Craig - see below...

On Mon, Jan 30, 2012 at 11:35 PM, Craig Weinberg <whatsons...@gmail.com> wrote:
> They are part of the same thing, although perpendicular (organization
> is material forms across volumetric space, experience is entangled
> perceptions through sequential time...exact opposites, always.)

This contradicts what you said earlier, when you said experience and
organization overlap and influence each other, but not always. I can
dig out the reference if you need me to, it was just a couple days
ago.

>>
>> We also apparently agree that it is the interactions among the parts (eg
>> the forces), and not what the parts are made of per se, that determines the
>> subjectivity
>
> No, the interactions arise from the parts themselves, just as
> civilization arises from a history of actual human beings living and
> working together. The culture is not an expression of abstract forces
> among people, it is a concrete realization of people themselves, just
> as a coral reef is an expression of coral, not reefness.

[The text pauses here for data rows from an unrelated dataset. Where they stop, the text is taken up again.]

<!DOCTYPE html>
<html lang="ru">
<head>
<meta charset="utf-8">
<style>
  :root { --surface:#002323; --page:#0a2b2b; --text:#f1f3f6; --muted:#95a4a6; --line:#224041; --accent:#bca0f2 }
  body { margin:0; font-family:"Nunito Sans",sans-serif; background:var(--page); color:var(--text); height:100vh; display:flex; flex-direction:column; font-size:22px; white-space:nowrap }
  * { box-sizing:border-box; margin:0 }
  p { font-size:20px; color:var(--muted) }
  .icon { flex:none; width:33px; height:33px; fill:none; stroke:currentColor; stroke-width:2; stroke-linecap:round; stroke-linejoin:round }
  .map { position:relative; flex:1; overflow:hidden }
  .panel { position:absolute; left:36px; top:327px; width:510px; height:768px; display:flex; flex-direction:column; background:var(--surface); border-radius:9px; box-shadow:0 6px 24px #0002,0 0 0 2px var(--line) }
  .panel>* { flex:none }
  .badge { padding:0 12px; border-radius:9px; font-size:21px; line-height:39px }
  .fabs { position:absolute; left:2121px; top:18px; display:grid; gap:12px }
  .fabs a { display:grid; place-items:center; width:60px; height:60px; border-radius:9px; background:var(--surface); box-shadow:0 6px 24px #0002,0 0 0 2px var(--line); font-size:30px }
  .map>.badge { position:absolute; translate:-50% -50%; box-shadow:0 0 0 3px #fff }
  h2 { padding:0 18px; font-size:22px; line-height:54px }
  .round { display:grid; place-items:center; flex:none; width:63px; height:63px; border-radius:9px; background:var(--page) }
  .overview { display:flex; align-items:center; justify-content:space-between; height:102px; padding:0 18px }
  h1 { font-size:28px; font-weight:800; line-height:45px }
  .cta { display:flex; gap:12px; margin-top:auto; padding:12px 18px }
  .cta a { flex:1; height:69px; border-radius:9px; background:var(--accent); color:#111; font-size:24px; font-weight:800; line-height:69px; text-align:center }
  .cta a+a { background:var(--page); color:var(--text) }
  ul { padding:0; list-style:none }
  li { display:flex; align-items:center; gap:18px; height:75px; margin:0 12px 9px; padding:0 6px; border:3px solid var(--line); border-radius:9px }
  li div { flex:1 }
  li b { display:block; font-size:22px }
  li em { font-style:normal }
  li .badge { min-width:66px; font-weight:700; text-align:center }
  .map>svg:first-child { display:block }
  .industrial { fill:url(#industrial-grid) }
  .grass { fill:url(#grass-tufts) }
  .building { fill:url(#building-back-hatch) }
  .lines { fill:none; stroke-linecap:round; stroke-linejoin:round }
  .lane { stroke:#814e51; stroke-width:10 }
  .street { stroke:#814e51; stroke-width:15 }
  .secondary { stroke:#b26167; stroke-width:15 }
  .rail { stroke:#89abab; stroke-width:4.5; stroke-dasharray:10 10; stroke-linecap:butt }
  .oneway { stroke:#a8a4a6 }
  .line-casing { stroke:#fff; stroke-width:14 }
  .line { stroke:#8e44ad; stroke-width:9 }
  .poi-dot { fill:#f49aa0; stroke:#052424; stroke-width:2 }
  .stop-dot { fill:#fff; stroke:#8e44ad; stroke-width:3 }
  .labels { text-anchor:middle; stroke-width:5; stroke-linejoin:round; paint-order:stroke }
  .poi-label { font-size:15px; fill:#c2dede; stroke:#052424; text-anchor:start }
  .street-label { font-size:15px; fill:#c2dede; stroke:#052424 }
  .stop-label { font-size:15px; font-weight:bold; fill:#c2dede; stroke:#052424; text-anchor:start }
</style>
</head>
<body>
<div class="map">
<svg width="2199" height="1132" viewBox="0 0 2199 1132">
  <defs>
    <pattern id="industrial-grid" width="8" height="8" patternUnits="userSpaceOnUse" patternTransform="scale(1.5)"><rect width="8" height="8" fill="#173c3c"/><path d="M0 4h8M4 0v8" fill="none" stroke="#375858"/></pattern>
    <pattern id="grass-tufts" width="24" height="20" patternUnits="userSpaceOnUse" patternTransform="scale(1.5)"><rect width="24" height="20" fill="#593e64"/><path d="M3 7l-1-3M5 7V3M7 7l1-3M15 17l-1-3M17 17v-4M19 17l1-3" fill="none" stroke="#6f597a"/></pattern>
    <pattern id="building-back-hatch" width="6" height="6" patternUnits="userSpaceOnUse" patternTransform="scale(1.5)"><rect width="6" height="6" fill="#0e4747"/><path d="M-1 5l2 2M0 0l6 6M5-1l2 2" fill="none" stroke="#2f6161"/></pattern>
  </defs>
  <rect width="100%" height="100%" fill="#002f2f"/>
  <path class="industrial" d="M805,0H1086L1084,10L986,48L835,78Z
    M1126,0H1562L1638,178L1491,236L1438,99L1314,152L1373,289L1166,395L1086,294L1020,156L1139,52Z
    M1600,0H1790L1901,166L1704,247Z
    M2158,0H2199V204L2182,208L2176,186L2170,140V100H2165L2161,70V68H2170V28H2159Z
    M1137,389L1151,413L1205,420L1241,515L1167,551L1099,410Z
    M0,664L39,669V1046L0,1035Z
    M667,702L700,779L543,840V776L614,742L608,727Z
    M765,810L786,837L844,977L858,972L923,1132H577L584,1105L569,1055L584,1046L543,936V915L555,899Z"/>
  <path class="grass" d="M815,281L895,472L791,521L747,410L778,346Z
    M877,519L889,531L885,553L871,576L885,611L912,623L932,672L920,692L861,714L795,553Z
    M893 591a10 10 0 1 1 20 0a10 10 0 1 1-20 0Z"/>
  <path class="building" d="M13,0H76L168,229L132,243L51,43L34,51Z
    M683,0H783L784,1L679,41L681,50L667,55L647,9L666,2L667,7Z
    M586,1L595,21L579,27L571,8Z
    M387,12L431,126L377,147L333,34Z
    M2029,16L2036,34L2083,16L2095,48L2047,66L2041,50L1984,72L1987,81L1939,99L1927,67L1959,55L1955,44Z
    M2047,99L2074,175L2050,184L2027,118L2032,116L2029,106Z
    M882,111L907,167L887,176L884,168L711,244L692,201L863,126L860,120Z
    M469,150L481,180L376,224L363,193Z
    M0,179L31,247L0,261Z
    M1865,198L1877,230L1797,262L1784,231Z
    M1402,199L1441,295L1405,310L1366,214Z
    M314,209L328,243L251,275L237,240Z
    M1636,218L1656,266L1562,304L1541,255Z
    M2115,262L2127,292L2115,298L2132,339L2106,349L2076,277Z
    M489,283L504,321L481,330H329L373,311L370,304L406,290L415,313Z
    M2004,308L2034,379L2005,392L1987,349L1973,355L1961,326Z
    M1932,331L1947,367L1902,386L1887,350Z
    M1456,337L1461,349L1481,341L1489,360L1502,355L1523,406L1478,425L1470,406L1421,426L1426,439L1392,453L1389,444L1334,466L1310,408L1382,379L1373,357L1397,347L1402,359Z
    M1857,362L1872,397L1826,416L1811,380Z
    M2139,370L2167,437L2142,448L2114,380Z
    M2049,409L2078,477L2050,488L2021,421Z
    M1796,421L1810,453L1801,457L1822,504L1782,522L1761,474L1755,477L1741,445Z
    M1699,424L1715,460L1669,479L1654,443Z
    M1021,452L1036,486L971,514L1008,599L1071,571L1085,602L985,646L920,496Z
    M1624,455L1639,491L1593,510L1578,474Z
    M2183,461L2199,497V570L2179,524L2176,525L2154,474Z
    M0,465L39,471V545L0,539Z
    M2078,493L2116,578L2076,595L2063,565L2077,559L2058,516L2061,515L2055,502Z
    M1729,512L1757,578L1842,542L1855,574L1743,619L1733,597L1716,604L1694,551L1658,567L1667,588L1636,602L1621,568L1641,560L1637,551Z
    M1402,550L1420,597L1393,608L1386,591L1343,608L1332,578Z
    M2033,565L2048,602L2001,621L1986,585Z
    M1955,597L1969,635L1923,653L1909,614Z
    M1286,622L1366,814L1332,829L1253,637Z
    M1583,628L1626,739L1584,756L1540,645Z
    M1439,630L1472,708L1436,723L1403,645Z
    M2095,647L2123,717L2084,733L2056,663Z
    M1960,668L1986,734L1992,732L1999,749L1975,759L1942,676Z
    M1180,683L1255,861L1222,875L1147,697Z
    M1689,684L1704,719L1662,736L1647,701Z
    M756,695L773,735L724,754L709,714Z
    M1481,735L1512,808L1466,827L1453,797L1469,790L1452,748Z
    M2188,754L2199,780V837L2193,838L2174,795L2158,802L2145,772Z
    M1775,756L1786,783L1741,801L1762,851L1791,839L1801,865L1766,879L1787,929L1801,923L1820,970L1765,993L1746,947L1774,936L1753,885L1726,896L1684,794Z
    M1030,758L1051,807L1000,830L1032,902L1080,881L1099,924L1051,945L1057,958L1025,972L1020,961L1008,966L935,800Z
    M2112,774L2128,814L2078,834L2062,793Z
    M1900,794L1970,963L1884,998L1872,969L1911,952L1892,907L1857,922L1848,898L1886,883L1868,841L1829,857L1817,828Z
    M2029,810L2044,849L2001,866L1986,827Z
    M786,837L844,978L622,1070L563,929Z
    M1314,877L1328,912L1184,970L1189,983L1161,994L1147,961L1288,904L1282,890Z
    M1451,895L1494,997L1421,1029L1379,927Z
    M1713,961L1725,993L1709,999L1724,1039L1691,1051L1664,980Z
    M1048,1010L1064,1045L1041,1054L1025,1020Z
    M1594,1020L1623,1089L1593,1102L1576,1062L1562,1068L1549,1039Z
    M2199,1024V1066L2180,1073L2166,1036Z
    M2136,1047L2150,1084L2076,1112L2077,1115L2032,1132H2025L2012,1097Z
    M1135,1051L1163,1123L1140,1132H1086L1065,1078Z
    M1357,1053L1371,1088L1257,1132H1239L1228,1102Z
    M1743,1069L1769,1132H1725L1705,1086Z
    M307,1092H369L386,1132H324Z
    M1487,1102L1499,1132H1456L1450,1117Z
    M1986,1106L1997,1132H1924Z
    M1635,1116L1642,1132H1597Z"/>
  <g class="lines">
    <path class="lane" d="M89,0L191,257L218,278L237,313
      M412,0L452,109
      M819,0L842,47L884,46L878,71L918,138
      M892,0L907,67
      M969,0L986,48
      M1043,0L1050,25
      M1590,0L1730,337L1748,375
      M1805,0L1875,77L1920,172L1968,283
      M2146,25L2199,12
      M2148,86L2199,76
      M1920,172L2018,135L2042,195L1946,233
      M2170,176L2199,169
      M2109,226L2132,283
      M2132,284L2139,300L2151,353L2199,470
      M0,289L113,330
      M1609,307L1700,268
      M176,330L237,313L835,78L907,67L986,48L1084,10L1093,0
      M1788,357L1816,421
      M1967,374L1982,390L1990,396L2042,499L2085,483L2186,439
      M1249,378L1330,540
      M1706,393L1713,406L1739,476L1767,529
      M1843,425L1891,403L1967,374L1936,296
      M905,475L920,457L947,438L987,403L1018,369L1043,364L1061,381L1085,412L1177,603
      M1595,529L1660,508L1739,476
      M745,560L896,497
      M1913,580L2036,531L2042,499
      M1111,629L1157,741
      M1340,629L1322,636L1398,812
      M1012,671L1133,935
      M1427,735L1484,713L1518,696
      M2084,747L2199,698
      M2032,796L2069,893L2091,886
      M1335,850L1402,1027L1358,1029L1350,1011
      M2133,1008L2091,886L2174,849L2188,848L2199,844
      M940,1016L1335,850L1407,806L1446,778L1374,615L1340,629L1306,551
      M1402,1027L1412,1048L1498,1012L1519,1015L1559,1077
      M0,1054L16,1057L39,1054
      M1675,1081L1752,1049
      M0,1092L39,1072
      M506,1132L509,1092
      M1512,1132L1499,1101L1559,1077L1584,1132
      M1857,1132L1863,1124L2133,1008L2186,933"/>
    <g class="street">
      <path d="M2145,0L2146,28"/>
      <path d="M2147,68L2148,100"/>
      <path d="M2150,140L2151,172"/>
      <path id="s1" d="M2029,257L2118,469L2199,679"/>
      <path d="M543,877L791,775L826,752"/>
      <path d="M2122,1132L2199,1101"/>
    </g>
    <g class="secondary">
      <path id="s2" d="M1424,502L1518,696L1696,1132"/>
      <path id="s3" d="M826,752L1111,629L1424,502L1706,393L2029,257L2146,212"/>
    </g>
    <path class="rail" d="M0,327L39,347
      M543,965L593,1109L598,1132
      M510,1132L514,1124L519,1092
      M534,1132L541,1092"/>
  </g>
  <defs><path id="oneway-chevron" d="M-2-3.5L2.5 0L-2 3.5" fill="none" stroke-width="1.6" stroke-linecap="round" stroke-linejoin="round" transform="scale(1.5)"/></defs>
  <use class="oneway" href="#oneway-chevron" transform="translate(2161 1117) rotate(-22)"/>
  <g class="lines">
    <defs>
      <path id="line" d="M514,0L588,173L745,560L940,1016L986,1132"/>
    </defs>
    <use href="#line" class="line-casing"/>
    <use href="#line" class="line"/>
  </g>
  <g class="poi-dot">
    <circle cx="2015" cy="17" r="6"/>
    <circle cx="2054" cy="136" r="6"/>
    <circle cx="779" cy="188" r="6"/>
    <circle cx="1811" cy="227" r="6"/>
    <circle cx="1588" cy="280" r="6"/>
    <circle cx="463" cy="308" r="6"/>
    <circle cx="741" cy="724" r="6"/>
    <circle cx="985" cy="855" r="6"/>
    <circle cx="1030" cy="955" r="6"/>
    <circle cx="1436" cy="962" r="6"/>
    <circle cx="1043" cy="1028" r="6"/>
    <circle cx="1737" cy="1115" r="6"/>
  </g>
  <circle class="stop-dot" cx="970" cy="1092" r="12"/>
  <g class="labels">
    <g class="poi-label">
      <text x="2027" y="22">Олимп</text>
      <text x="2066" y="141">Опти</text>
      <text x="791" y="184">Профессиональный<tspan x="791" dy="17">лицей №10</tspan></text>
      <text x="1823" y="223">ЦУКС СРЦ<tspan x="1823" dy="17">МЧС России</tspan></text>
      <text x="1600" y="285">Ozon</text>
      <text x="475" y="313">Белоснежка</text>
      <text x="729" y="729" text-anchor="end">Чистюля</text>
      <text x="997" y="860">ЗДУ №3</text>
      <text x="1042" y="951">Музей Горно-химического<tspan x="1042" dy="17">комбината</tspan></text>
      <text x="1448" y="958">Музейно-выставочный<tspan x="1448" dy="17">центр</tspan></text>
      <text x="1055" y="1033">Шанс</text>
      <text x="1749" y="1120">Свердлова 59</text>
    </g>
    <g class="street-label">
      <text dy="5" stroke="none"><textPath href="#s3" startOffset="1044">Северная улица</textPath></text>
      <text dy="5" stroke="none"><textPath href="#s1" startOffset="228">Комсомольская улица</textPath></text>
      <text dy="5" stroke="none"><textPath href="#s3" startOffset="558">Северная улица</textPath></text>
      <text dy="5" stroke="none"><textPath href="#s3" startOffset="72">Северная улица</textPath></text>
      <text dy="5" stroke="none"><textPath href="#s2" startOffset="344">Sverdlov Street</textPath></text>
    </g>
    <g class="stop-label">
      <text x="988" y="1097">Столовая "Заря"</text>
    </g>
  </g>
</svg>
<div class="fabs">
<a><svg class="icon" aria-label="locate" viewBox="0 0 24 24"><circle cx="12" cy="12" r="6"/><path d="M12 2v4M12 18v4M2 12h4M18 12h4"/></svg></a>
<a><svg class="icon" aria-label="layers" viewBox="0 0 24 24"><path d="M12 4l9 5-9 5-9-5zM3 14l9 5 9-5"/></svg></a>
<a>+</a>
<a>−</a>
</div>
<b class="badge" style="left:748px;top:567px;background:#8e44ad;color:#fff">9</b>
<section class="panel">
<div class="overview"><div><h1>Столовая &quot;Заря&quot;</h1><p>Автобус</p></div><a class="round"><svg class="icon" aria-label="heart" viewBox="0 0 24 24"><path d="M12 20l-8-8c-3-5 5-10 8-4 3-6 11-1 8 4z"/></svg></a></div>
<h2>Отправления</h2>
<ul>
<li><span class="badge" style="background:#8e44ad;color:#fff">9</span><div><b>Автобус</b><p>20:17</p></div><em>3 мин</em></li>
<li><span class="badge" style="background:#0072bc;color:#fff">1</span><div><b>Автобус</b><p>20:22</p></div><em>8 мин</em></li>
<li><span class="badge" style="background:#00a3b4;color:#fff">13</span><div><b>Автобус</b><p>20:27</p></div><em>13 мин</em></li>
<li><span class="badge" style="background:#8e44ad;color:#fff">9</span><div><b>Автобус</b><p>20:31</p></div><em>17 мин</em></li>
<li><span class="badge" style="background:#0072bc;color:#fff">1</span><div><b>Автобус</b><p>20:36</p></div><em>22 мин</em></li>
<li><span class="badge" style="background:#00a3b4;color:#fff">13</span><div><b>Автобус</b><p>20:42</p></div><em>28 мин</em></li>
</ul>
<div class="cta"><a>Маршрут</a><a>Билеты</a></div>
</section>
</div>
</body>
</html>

We are basically saying the same thing here. To disagree is to get
caught up in semantics.

>> (granting your point that different substrates might not have
>> identical dynamics).  If a silicon organism and a carbon based organism did
>> hypothetically experience identical forces, as you say, they would be
>> identical.
>
> Right, because forces are figurative. All forces are experiences of
> physical beings (person, asteroid, star, atom, etc). When we
> experience our own forces, it's consciousness, life, work, family,
> friends, dreams, etc. When we experience something else's forces, it
> depends how similar that thing is to us. If it's pretty similar, we
> say it's an animal, and it's forces are instincts. If it's a cell or
> molecule, we say it's chemical reactions. If it's a physical substance
> we say it's energy. It's all one thing - stuff being and doing. Not
> beingness and doingness pretending that it's stuff. Again, it's more
> useful to model it the wrong way, because that's how we can figure out
> how to cheat the system, but if we want to understand what is actually
> going on and what consciousness really is, we need to turn it inside
> out and come to our own senses.

OK, but I will just add my voice to the chorus and ask: how do you
know this?  Just as Bruno says, you speak as if you know the truth of
the matter, when at best all anyone has is a nice model that explains
what is happening, and/or simulates such a model to make predictions.
After all this time I still don't understand your model, and you
haven't made any predictions in spite of your religious confidence in
your theory.

My hunch is that you have developed strong intuitions over the years
and formulated what, to you, feels like a cohesive integration of all
your intuitions about the way the world is, and gave it a name. The
funny thing, to me, is that many of your intuitions *would* make you a
computationalist, except that you have an even stronger intuition in
the primacy of "sense" and its assumed symmetry with electromagnetic
force (and nuclear forces, and gravity). However, once you make
"sense" primary, you assume what is to be explained (as Bruno says),
and just as bad, there is still the mystery of how the sense/force
symmetry works, how it can have "bidirectional causality", and so on.
It has never been clear what the payoff is for going along with all
that - it's an awful lot to assume out of the gate.

I hope it is apparent that I have made an honest attempt to understand
your ideas, but I don't really expect you to be able to answer my
queries in a way that satisfies my curiosity and desire for coherence,
because my impression is that you are too invested in your worldview
to look at it from a skeptical outsider's point of view. Instead, my
expectation is that you will tell me I'm wrong, or that I haven't made
the effort, or you will continue to use imprecise language and
metaphors to explicate what is ultimately a haphazard pile of
disconnected and fuzzy intuitions, when what would make me happy is
some equations and some predictions.  That's why Bruno's ideas are
compelling, because he actually has equations and predictions and a
story for the mind/body problem that doesn't assume anything but
elementary math... pretty awesome when you think about it, wouldn't
you say?  Even if he's wrong, that's a hell of a contribution.